La Société Erai Export fabrique des armoires basse tension et fournit également de l’outillage et du petit matériel sur des chantiers d’ampleur, en particulier en Afrique de l’Ouest.
M. [N] [G] [J] (le salarié) a été embauché le 09 octobre 2017 par la SARL Erai Export suivant contrat de travail à durée indéterminée, en qualité de responsable développement export, statut cadre, position 2 et indice 114 de la convention collective des ingénieurs et cadres de la métallurgie.

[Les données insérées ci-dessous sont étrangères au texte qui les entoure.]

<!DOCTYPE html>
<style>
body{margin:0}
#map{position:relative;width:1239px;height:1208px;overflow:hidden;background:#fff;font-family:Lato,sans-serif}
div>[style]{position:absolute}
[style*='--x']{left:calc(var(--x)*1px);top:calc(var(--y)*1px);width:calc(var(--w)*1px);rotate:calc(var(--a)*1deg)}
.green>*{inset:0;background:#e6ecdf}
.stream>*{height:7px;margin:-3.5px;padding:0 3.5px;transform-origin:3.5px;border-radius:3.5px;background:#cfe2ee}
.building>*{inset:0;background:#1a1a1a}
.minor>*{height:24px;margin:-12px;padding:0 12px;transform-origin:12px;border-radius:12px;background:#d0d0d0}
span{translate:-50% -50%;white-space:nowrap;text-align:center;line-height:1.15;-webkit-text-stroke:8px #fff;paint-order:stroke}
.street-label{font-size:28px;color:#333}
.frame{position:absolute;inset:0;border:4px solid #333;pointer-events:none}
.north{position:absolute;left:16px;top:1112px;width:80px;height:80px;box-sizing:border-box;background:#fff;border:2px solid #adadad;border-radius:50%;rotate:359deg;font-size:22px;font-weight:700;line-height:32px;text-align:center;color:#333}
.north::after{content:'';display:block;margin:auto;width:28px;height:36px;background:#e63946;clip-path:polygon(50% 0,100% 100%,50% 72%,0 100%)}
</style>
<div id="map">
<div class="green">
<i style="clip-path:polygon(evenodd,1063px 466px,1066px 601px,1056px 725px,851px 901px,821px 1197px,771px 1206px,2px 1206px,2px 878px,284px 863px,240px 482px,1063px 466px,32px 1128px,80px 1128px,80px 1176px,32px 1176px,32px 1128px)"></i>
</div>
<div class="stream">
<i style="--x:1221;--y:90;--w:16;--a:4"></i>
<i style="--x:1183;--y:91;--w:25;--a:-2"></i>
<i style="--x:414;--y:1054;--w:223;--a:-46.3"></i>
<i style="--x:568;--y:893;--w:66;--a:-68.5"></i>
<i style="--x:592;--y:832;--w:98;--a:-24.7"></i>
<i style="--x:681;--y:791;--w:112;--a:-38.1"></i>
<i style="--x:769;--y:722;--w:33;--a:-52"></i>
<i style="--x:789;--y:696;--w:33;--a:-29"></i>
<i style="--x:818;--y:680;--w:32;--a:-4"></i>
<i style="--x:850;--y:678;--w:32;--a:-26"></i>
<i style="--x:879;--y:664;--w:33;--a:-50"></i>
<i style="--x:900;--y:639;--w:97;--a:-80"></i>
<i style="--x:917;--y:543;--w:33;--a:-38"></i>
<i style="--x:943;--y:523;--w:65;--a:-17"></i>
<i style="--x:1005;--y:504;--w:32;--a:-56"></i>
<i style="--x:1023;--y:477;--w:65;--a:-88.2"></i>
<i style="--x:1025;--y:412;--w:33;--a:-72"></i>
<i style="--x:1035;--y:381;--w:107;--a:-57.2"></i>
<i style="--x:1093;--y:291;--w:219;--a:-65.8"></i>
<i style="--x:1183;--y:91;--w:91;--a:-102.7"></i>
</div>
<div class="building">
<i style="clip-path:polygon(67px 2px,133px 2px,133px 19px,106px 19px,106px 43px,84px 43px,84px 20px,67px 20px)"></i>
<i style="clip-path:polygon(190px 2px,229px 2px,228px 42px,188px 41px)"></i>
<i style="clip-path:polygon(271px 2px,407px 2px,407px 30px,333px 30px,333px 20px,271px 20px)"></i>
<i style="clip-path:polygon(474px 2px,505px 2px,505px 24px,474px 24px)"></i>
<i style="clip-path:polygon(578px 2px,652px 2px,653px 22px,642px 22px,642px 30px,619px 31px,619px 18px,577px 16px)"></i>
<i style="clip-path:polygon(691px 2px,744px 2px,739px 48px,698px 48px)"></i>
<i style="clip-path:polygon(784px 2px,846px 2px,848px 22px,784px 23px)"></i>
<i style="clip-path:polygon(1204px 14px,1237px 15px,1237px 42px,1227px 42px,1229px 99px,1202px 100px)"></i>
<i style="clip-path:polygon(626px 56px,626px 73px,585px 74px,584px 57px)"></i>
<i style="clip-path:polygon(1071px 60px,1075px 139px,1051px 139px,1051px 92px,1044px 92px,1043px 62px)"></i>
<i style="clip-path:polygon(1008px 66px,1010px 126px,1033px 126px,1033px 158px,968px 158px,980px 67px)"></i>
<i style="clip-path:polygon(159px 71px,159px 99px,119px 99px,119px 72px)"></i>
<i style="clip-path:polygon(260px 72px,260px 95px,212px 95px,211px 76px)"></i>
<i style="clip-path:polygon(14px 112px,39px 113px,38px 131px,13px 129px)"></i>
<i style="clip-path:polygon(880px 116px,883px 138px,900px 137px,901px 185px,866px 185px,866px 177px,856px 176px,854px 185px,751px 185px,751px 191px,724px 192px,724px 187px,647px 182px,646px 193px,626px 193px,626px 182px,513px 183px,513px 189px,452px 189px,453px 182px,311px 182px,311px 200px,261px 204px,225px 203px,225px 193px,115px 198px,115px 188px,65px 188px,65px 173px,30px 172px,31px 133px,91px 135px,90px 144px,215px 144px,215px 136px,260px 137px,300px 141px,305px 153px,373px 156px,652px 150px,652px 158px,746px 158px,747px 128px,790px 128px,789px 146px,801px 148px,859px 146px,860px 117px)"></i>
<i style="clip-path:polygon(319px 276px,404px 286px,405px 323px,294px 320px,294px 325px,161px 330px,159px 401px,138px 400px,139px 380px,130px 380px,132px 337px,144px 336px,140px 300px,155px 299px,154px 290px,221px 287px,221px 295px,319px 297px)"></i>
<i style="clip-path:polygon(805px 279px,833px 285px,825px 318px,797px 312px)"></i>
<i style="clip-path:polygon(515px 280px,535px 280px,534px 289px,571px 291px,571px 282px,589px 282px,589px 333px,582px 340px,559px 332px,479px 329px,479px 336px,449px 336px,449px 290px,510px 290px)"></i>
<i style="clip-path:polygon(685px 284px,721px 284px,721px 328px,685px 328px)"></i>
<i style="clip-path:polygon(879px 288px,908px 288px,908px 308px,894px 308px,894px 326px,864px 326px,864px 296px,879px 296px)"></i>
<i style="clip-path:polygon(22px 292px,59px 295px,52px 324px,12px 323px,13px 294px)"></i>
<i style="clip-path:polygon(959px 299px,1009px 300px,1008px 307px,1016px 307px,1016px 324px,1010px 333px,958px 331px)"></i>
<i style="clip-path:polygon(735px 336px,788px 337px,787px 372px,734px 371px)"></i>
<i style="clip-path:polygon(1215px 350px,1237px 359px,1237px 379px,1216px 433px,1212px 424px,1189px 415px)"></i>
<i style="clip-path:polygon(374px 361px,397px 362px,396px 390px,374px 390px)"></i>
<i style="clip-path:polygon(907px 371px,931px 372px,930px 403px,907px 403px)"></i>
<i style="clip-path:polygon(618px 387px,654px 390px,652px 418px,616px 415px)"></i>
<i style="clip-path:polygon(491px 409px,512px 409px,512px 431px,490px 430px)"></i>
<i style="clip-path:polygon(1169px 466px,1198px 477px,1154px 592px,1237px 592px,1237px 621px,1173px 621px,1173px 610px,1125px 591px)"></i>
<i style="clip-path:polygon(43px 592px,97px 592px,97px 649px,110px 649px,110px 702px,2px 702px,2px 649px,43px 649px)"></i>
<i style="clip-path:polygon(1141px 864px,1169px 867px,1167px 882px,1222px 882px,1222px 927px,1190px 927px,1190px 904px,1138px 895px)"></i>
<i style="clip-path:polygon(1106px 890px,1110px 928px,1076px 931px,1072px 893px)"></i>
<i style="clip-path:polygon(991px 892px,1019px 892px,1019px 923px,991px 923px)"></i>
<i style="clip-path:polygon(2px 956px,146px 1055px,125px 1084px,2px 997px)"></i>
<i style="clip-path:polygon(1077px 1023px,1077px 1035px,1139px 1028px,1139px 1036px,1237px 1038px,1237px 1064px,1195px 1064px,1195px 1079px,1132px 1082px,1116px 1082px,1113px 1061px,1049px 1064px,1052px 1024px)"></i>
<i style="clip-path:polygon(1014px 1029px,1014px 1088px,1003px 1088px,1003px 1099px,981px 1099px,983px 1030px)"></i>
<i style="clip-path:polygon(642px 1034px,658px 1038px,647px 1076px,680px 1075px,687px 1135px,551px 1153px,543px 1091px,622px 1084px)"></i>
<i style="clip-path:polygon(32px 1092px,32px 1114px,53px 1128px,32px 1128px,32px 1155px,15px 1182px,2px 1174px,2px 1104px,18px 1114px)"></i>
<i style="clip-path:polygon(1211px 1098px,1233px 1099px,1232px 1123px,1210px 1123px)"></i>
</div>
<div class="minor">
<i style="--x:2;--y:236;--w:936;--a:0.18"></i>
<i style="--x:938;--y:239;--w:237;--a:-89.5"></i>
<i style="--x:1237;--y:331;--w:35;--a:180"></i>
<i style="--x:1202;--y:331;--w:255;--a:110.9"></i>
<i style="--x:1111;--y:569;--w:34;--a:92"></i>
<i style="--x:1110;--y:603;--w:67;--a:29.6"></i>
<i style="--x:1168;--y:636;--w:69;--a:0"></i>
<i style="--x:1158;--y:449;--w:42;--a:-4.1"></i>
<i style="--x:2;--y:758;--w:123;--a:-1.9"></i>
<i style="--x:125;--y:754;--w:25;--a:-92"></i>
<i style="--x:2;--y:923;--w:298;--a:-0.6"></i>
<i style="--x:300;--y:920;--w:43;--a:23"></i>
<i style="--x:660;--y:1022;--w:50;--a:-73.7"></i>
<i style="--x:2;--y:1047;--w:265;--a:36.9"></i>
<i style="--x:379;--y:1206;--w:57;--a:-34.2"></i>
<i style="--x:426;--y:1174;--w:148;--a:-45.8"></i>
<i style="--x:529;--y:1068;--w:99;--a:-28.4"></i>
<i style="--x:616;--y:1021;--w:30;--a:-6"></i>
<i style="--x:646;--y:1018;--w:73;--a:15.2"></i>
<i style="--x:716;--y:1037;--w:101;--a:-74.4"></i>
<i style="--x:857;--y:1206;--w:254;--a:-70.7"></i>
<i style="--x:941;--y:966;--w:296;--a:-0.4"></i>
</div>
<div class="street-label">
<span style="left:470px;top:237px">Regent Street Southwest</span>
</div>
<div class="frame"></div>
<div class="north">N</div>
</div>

Le contrat prévoyait une convention de forfait en jours fixé à 218 jours par an.
Le 1er février 2021, un avenant au contrat à durée indéterminée à temps complet a été signé, M. [G] [J] étant également engagé par une autre société du groupe, la Sarl Plein Sud France (l’employeur), l’ancienneté du salarié étant reprise.
A compter de cette date, le forfait du salarié était réparti en 109 jours au sein de la SARL Erai Export, et 109 jours au sein de la Sarl Plein Sud France.

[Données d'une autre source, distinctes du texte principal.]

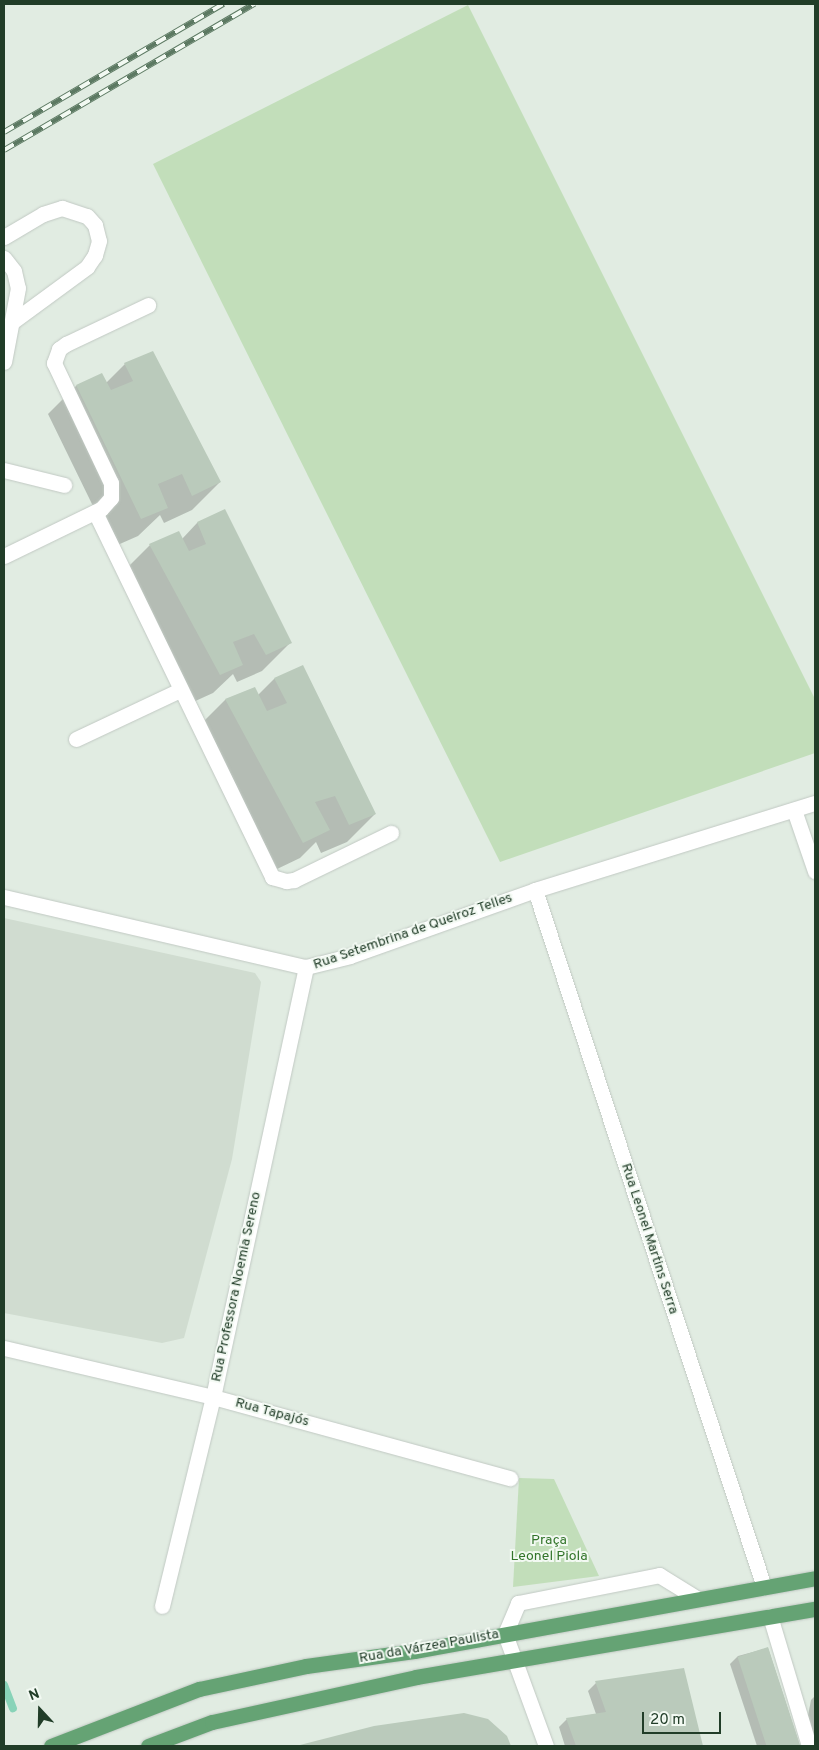 <!DOCTYPE html>
<meta charset="utf-8">
<style>
body{margin:0}
#map{position:relative;width:819px;height:1750px;overflow:hidden;background:#e1ece2;font-family:Overpass,sans-serif}
div>[style]{position:absolute}
.built>*{inset:0;background:#d0dcd0}
.green>*{inset:0;background:#c2deba}
.shadow>*{inset:0;background:#0003}
.stream>*{height:8px;margin:-4px;padding:0 4px;transform-origin:4px;border-radius:4px;background:#88d3b8}
.building>*{inset:0;background:#bacabb;transform-origin:0 0}
.roads{filter:drop-shadow(0 0 1px #c1c9c3) drop-shadow(0 0 1px #c1c9c3)}
.minor>*{height:15px;margin:-7.5px;padding:0 7.5px;transform-origin:7.5px;border-radius:7.5px;background:#fff}
.major>*{height:15px;margin:-7.5px;padding:0 7.5px;transform-origin:7.5px;border-radius:7.5px;background:#65a374}
.rail>*{height:5.5px;margin-top:-2.75px;transform-origin:0;background:repeating-linear-gradient(90deg,#f2f9f2 0 11px,#5c7962 0 22px);box-sizing:border-box;border-block:1px solid #5c7962}
span{translate:-50% -50%;white-space:nowrap;text-align:center;line-height:1.15;-webkit-text-stroke:4px #f2f9f2;paint-order:stroke}
.street-label{font-size:14px;color:#213d28}
.park-label{font-size:14px;color:#33752b}
.frame{position:absolute;inset:0;border:5px solid #213d28;pointer-events:none}
.north{position:absolute;left:15px;top:1685px;width:50px;height:50px;-webkit-text-stroke:4px #f2f9f2;paint-order:stroke;rotate:339deg;font-size:14px;font-weight:700;line-height:20px;text-align:center;color:#213d28}
.north::after{content:'';display:block;margin:auto;width:18px;height:22px;background:#213d28;clip-path:polygon(50% 0,100% 100%,50% 72%,0 100%)}
.scale{position:absolute;left:642px;top:1712px;width:79px;height:22px;box-sizing:border-box;border:2px solid #213d28;border-top:0;padding-left:6px;font-size:15px;line-height:18px;white-space:nowrap;color:#213d28;-webkit-text-stroke:4px #f2f9f2;paint-order:stroke}
</style>
<div id="map">
<div class="built">
<i style="clip-path:polygon(4px 918px,255px 973px,261px 982px,232px 1159px,184px 1338px,162px 1343px,4px 1313px)"></i>
</div>
<div class="green">
<i style="clip-path:polygon(468px 5px,815px 699px,815px 753px,500px 862px,153px 164px)"></i>
<i style="clip-path:polygon(519px 1478px,554px 1479px,599px 1576px,513px 1587px)"></i>
</div>
<div class="shadow">
<i style="clip-path:polygon(125px 364px,220px 482px,192px 510px,164px 523px,160px 515px,138px 536px,113px 547px,48px 414px,76px 386px,102px 375px,106px 383px)"></i>
<i style="clip-path:polygon(224px 511px,290px 643px,262px 671px,237px 682px,233px 674px,213px 693px,191px 703px,122px 573px,150px 545px,182px 539px,197px 523px)"></i>
<i style="clip-path:polygon(302px 667px,375px 814px,347px 842px,321px 853px,316px 842px,300px 858px,275px 870px,197px 728px,225px 700px,255px 689px,258px 695px,274px 679px)"></i>
<i style="clip-path:polygon(768px 1648px,800px 1746px,757px 1746px,730px 1664px,738px 1656px)"></i>
<i style="clip-path:polygon(683px 1670px,702px 1746px,565px 1746px,559px 1727px,567px 1719px,596px 1714px,588px 1691px,596px 1683px)"></i>
<i style="clip-path:polygon(815px 1696px,815px 1746px,806px 1726px,811px 1700px)"></i>
<i style="clip-path:polygon(374px 1728px,506px 1737px,510px 1746px,299px 1746px)"></i>
</div>
<div class="stream">
<i style="left:4px;top:1685px;width:25px;rotate:69deg"></i>
</div>
<div class="building">
<i style="clip-path:polygon(153px 351px,221px 482px,192px 496px,182px 474px,158px 484px,168px 508px,141px 519px,76px 385px,102px 373px,111px 390px,133px 381px,124px 363px)"></i>
<i style="clip-path:polygon(225px 509px,292px 643px,266px 655px,254px 634px,233px 642px,243px 665px,220px 675px,149px 544px,179px 531px,189px 551px,206px 544px,197px 522px)"></i>
<i style="clip-path:polygon(303px 665px,376px 814px,349px 825px,335px 796px,315px 802px,330px 830px,303px 843px,225px 699px,255px 687px,267px 711px,287px 703px,274px 678px)"></i>
<i style="left:768px;top:1647px;width:104px;height:32px;rotate:72deg"></i>
<i style="clip-path:polygon(684px 1668px,703px 1746px,576px 1746px,566px 1718px,606px 1712px,595px 1681px)"></i>
<i style="clip-path:polygon(464px 1713px,488px 1719px,507px 1736px,511px 1746px,296px 1746px,374px 1726px)"></i>
</div>
<div class="roads">
<div class="minor">
<i style="left:4px;top:237px;width:45px;rotate:-30.5deg"></i>
<i style="left:43px;top:214px;width:20px;rotate:-18deg"></i>
<i style="left:62px;top:208px;width:26px;rotate:18deg"></i>
<i style="left:87px;top:216px;width:12px;rotate:48deg"></i>
<i style="left:95px;top:225px;width:16px;rotate:76deg"></i>
<i style="left:99px;top:241px;width:15px;rotate:106deg"></i>
<i style="left:95px;top:255px;width:14px;rotate:124deg"></i>
<i style="left:87px;top:267px;width:93px;rotate:143.7deg"></i>
<i style="left:4px;top:258px;width:16px;rotate:52deg"></i>
<i style="left:14px;top:271px;width:17px;rotate:77deg"></i>
<i style="left:18px;top:288px;width:75px;rotate:100.7deg"></i>
<i style="left:4px;top:470px;width:62px;rotate:14deg"></i>
<i style="left:95px;top:512px;width:406px;rotate:64.1deg"></i>
<i style="left:272px;top:877px;width:15px;rotate:16deg"></i>
<i style="left:286px;top:881px;width:8px;rotate:-7deg"></i>
<i style="left:294px;top:880px;width:108px;rotate:-25.9deg"></i>
<i style="left:4px;top:556px;width:108px;rotate:-25.9deg"></i>
<i style="left:101px;top:509px;width:15px;rotate:-48deg"></i>
<i style="left:111px;top:498px;width:15px;rotate:-90deg"></i>
<i style="left:111px;top:483px;width:133px;rotate:-115.4deg"></i>
<i style="left:54px;top:363px;width:15px;rotate:-70deg"></i>
<i style="left:59px;top:349px;width:9px;rotate:-36deg"></i>
<i style="left:66px;top:344px;width:91px;rotate:-25.4deg"></i>
<i style="left:76px;top:739px;width:115px;rotate:-25.2deg"></i>
<i style="left:794px;top:810px;width:65px;rotate:71deg"></i>
<i style="left:535px;top:890px;width:734px;rotate:71.81deg"></i>
<i style="left:4px;top:897px;width:310px;rotate:13.1deg"></i>
<i style="left:306px;top:967px;width:45px;rotate:-14deg"></i>
<i style="left:350px;top:956px;width:196px;rotate:-19.6deg"></i>
<i style="left:535px;top:890px;width:293px;rotate:-17.3deg"></i>
<i style="left:4px;top:1348px;width:215px;rotate:13.2deg"></i>
<i style="left:213px;top:1397px;width:308px;rotate:15.3deg"></i>
<i style="left:162px;top:1606px;width:215px;rotate:-76.3deg"></i>
<i style="left:213px;top:1397px;width:440px;rotate:-77.8deg"></i>
<i style="left:770px;top:1616px;width:136px;rotate:73.3deg"></i>
<i style="left:546px;top:1746px;width:119px;rotate:-110.1deg"></i>
<i style="left:505px;top:1634px;width:34px;rotate:-67deg"></i>
<i style="left:518px;top:1603px;width:144px;rotate:-11.2deg"></i>
<i style="left:659px;top:1575px;width:46px;rotate:31.6deg"></i>
</div>
<div class="major">
<i style="left:51px;top:1746px;width:159px;rotate:-21.1deg"></i>
<i style="left:199px;top:1689px;width:109px;rotate:-12.1deg"></i>
<i style="left:306px;top:1666px;width:109px;rotate:-7.9deg"></i>
<i style="left:414px;top:1651px;width:408px;rotate:-10.3deg"></i>
<i style="left:148px;top:1746px;width:68px;rotate:-20.6deg"></i>
<i style="left:212px;top:1722px;width:209px;rotate:-12.4deg"></i>
<i style="left:416px;top:1677px;width:405px;rotate:-9.7deg"></i>
</div>
</div>
<div class="rail">
<i style="left:4px;top:132px;width:254px;rotate:-30.3deg"></i>
<i style="left:4px;top:150px;width:290px;rotate:-30.3deg"></i>
</div>
<div class="street-label">
<span style="left:413px;top:932px;rotate:-19deg">Rua Setembrina de Queiroz Telles</span>
<span style="left:649px;top:1239px;rotate:72deg">Rua Leonel Martins Serra</span>
<span style="left:237px;top:1287px;rotate:-78deg">Rua Professora Noemia Sereno</span>
<span style="left:272px;top:1413px;rotate:15deg">Rua Tapajós</span>
<span style="left:429px;top:1647px;rotate:-10deg">Rua da Várzea Paulista</span>
</div>
<div class="park-label">
<span style="left:549px;top:1549px">Praça<br>Leonel Piola</span>
</div>
<div class="frame"></div>
<div class="north">N</div>
<div class="scale">20 m</div>
</div>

Une rupture conventionnelle était envisagée au mois de juin 2021 et le 19 juillet 2021, le salarié a créé la SAS Skytech Company, dont l’objet est le commerce de gros de fournitures et d’équipements industriels.
Le 17 août 2021, le protocole de la rupture conventionnelle a été signé pour une prise d’effet prévue le 23 septembre 2021.
Par courrier recommandé du 30 septembre 2021, M. [G] [J] a sollicité auprès de la Sarl Plein Sud France le paiement de salaires non versés.
Le 12 octobre 2021, le salarié a mis en demeure l’employeur de réaliser les paiements dûs.
Par requête du 21 décembre 2021, M. [G] [J] a saisi le conseil de prud’hommes d’Alès aux fins de voir la Sarl Plein Sud France condamner à lui payer la somme de 2 342.40 euros nets au titre du salaire des mois d’août et septembre 2021, outre 5% de majoration des sommes au titre des intérêts à compter du mois de septembre 2021 et la somme de 17 600 euros au titre de dommages et intérêts pour non-paiement des salaires.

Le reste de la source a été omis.